What Derrida said

I’ve been to two interviews recently, one done by guys in their mid-thirties and one by someone in his fifties. The first two had interesting ideas about how to dress. All three had started their own business. The first two had a list of interview questions they’d printed off the internetwebness and didn’t really know what to do with them.The second one didn’t have the piece of paper.

To some extent, and I’ve been working on my tolerance skills, I don’t mind people not really knowing what they’re doing so long as that’s not what they primarily do every day. I’ve recruited and hired people in combination with someone else and it’s not something I like doing. Firing them less so, because you hope they’re going to come right and justify the investment you made in them.

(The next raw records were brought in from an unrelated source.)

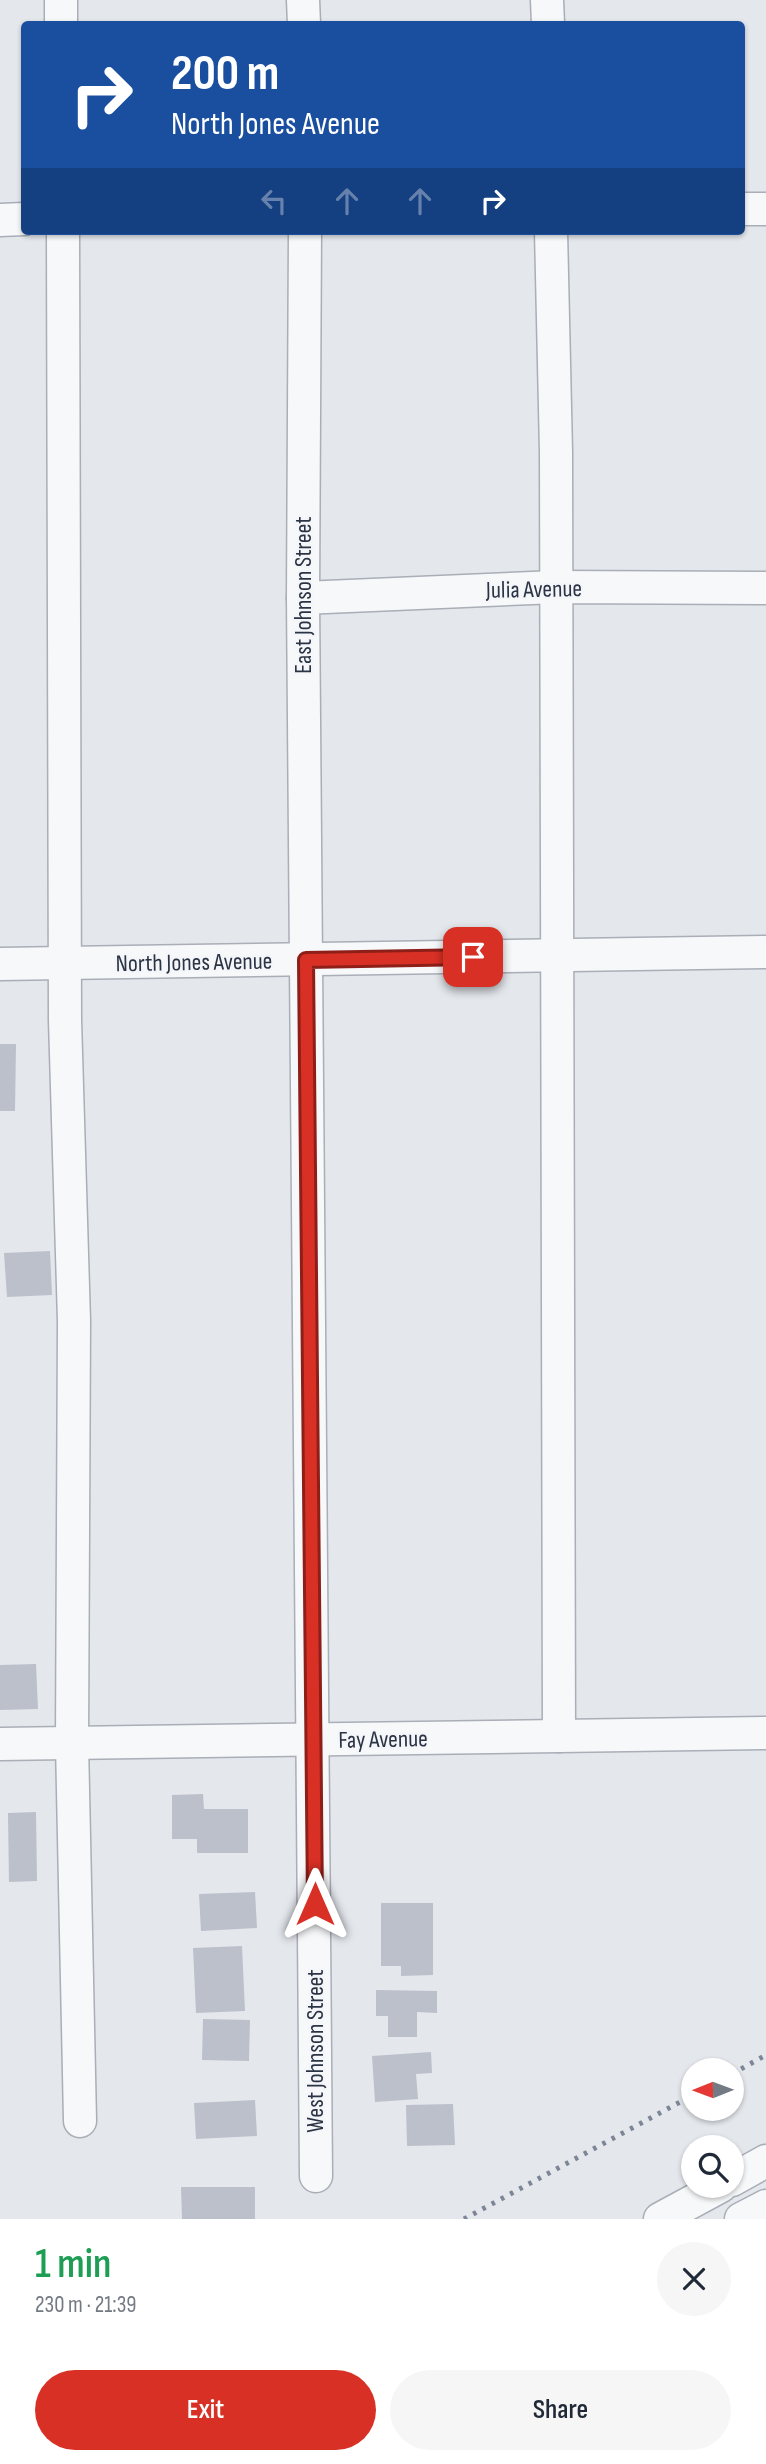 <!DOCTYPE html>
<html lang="en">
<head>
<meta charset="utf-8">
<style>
  :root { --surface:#fff; --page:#f6f6f7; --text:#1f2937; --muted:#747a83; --accent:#d93025 }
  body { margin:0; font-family:"Sofia Sans Condensed",sans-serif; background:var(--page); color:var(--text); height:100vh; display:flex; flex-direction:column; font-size:26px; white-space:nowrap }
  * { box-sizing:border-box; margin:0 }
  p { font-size:23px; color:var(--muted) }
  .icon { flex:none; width:38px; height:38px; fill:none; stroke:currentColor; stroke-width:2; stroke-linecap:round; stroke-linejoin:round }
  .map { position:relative; height:2219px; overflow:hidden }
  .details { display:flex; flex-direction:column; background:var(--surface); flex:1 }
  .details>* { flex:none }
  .guide { position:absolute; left:21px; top:21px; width:724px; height:214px; border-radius:7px; box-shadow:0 2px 5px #0004; background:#1a4fa0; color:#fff; overflow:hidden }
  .needle { width:46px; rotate:269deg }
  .fabs { position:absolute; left:681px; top:2058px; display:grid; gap:14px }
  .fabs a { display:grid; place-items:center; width:63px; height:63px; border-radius:50%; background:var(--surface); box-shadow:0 2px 5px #0004; font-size:35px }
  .pin { position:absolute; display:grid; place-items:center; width:60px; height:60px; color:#fff; margin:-30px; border-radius:14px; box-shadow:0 4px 10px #0006 }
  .me { position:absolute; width:77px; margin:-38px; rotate:0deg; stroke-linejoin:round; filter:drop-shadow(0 0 5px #0008) }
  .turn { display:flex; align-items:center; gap:24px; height:147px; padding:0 35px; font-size:32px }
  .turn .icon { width:91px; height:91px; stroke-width:2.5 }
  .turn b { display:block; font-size:49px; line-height:60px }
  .lanes { display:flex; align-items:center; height:66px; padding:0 35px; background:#0003; justify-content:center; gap:35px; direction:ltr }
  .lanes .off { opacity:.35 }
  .round { display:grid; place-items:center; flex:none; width:74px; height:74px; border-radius:37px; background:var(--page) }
  .head { display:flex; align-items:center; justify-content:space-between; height:119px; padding:0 35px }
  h1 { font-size:42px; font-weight:600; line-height:52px; color:#1e9e55 }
  .primary-button { display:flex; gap:14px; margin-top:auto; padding:14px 35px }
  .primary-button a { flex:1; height:80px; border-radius:42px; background:var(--accent); color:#fff; font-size:28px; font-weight:600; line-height:80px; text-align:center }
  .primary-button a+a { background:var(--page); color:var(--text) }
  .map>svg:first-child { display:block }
  .building { fill:#bbc0ca }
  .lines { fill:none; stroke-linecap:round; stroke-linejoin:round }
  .minor-casing { stroke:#a9aeb7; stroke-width:35 }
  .minor { stroke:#f7f8fa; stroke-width:32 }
  .rail { stroke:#7d8696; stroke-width:5; stroke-dasharray:3.5 7; stroke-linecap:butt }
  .route-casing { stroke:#8d1f18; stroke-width:18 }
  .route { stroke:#d93025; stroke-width:12 }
  .labels { text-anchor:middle; stroke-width:5; stroke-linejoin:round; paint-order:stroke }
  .street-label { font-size:24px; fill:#2b3445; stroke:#f4f6f9 }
</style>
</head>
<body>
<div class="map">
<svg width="766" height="2219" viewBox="0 0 766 2219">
  <rect width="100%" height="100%" fill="#e4e7ec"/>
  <g class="building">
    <path d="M 0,1044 L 16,1044 L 15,1111 L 0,1111 Z"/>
    <path d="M 50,1251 L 52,1295 L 7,1297 L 4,1253 Z"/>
    <path d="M 36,1664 L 38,1709 L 0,1710 L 0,1665 Z"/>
    <path d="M 203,1794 L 204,1809 L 248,1809 L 248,1853 L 197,1853 L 197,1839 L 172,1839 L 172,1795 Z"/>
    <path d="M 36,1812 L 37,1881 L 9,1882 L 8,1813 Z"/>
    <path d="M 255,1892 L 257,1928 L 201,1931 L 199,1894 Z"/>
    <path d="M 381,1903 L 433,1903 L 433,1975 L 401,1976 L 401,1966 L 381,1966 Z"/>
    <path d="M 242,1946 L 245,2011 L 196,2013 L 193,1948 Z"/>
    <path d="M 376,1990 L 437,1991 L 437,2013 L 417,2012 L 417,2037 L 388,2037 L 388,2016 L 376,2016 Z"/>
    <path d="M 203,2019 L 250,2020 L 249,2061 L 202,2060 Z"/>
    <path d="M 431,2052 L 432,2073 L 416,2074 L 418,2099 L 375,2102 L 372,2056 Z"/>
    <path d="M 255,2100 L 257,2136 L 196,2139 L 194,2103 Z"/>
    <path d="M 453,2104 L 455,2145 L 407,2146 L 406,2105 Z"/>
    <path d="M 181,2187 L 255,2187 L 255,2219 L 182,2219 Z"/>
  </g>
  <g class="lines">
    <defs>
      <g id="minor">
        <path d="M 61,0 L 61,24"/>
        <path d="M 303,0 L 304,24"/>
        <path d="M 547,0 L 548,24"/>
        <path d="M 742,209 L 766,209"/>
        <path d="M 0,220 L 24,219"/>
        <path d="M 63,231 L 65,1020 L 74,1321 L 72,1743 L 80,2121"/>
        <path d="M 305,231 L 303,598 L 316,2176"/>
        <path d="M 551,231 L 556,452 L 559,1736"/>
        <path d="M 303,598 L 556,587 L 766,588"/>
        <path d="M 0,964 L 766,952"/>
        <path d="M 0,1744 L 766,1733"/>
        <path d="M 732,2180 L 766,2161"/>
        <path d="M 660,2219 L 721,2186"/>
        <path d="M 741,2219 L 766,2206"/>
      </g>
    </defs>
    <use href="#minor" class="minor-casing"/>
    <use href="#minor" class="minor"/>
    <g class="rail">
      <path d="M 732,2074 L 766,2055"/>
      <path d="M 464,2219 L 693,2095"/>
    </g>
  </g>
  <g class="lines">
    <defs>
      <path id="route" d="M 315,1904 L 306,960 L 473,957"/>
    </defs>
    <use href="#route" class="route-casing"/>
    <use href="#route" class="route"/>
  </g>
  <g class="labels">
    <g class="street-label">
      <text transform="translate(534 589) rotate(-1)" y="8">Julia Avenue</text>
      <text transform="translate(303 595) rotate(-90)" y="8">East Johnson Street</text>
      <text transform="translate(194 962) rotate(-1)" y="8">North Jones Avenue</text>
      <text transform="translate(383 1739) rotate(-1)" y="8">Fay Avenue</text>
      <text transform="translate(315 2051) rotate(-90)" y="8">West Johnson Street</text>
    </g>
  </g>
</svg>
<div class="fabs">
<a><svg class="needle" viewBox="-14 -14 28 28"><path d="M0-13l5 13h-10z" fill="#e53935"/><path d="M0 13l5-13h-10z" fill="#747a83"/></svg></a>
<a><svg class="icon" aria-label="search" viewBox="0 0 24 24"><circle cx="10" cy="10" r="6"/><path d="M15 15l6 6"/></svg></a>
</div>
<div class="pin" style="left:473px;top:957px;background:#d93025"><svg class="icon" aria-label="arrive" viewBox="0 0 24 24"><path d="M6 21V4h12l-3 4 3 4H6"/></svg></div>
<svg class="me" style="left:315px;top:1904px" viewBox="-20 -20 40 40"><path d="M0-17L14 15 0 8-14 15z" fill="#d93025" stroke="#fff" stroke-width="4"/></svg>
<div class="guide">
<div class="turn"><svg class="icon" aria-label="right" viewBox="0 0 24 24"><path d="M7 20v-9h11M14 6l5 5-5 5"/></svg><div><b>200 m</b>North Jones Avenue</div></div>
<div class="lanes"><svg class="icon off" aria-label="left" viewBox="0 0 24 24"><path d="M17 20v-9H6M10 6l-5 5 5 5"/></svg><svg class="icon off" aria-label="ahead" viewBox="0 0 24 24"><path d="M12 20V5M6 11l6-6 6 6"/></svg><svg class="icon off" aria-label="ahead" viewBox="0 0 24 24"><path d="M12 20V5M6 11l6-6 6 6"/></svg><svg class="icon" aria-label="right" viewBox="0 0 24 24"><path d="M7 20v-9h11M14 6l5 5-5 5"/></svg></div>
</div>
</div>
<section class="details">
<div class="head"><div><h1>1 min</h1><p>230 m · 21:39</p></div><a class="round"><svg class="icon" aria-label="close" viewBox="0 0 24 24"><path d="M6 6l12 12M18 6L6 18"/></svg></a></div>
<div class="primary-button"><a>Exit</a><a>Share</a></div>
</section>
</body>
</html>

I’m not even talking about the hope that they’d work out, but the cold hard cash you spent on them, the company car you bought for them, the money from the house you sold to start this new part of the company, the part that turned into a pile of steaming crap because it was based on the total bullshit of the person standing there in front of you repeating their mantra that they’re ‘fully confident.’

And relax.

So I didn’t really mind the two younger guys running their thumb down the page and saying ‘what would people say were your worst points?’ I assumed they hadn’t phoned a random selection of exes, not least because the guy only had one sheet of A4 instead of the multiple volume calf-bound Book Club edition a couple of them compiled, each claiming theirs as the definitive text. Hi, babe. S.

And that one’s easy to deal with in an interview anyway, so long as you don’t mention the baby-oil handprints on the bed either side of someone different’s shoulders you only just noticed. Just keep them looking upwards,

“My worst points at work? Well, probably they’d say I work too hard, I’m too much of a perfectionist. Oh and I stay too long and get in too early as well. And I don’t take enough holiday when I’m owed it.”

Of course I said that. If someone’s going to ask standard questions then they deserve a standard answer.

But what are you supposed to say to someone who asks ‘if I said semiotics to you…?’

“No, thanks, I’ve just had some?”

“Is this a sign?”

Expecting bollocks like this I spent a tedious Tuesday reading about it. This stuff from Wikipedia is clear in comparison, even if it doesn’t have handy cartoons.

In his 1989 Contingency, Irony, and Solidarity, Richard Rorty argues that Derrida (especially in his book, The Post Card: From Socrates to Freud and Beyond) purposefully uses words that cannot be defined (e.g. différance), and uses previously definable words in contexts diverse enough to make understanding impossible, so that the reader will never be able to contextualize Derrida’s literary self.

Or to put it another way, even before the University of Luton was invented, let alone txt spk, Derrida was a self-referential nouveau who made up words to suit himself.

Rorty, however, argues that this intentional obfuscation is philosophically grounded. In garbling his message Derrida is attempting to escape the naïve, positive metaphysical projects of his predecessors.

Rorty. It used to be different.
Rorty. It used to be different.

Rorty used to be what good Brit bikes used to sound like, when someone cracked back the throttle on a Bonneville going down Bythesea Road, but times change.

So far as I understand it, which I’m prepared to say might not be completely, er, complete, it goes like this. What you think something denotes is altered by what happens next, infinitely.

Noam Chomsky wrote “I found the scholarship appalling, based on pathetic misreading; and the argument, such as it was, failed to come close to the kinds of standards I’ve been familiar with since virtually childhood”. Apparently liking Chomsky means you sympathise with Moslem fundamentalist terrorists if I read The Spectator right, so I’m stuck now.

What I should have done is pulled a note out of my wallet, said ‘this £20 is just a semiotic paradigm, isn’t it? Let’s see one of yours,’ pocketed both of them and walked to the station.

I didn’t, because I was still disconcerted from the previous statement, that they were looking for someone who spoke the languages ‘for our business in the BRIC countries; that’s Brazil, Russia, Indian and China.” Well thank-you. I thought it was Belgium, Rwanda, Iraq and Chile. A day you learn something is never a day wasted.

I didn’t actually know there was a language called Indian, nor Chinese, come to that, so I learned lots of things. Maybe when my third sentence in the interview was ‘have you read my CV?’ I should have done what these days I’m more inclined to do, the thing that really, in situations like this, I’m seeing less and less reason not to do.

Stand up. Put my coat on. Smile. And say thank-you for wasting my time.

I walked past my old flat on the way. At the end of the road there used to be a bombsite that got converted to a carpark and in the way of these things got colonised by stray cats, fed by the rufty-tufty huge blokes in big coats who ran the place. Things change. The cats were trapped, sterilised and released. The pub on the corner that used to have its windows put in because gay people used to go there, and not by them, has become a house. The cats car park is a Travelodge now. It’s not quite like that Max Boyce song about the pithead baths becoming a supermarket. But enough to make you tuck your scarf into your coat, smile, put your shoulders back and stride. Maybe it’s a sign.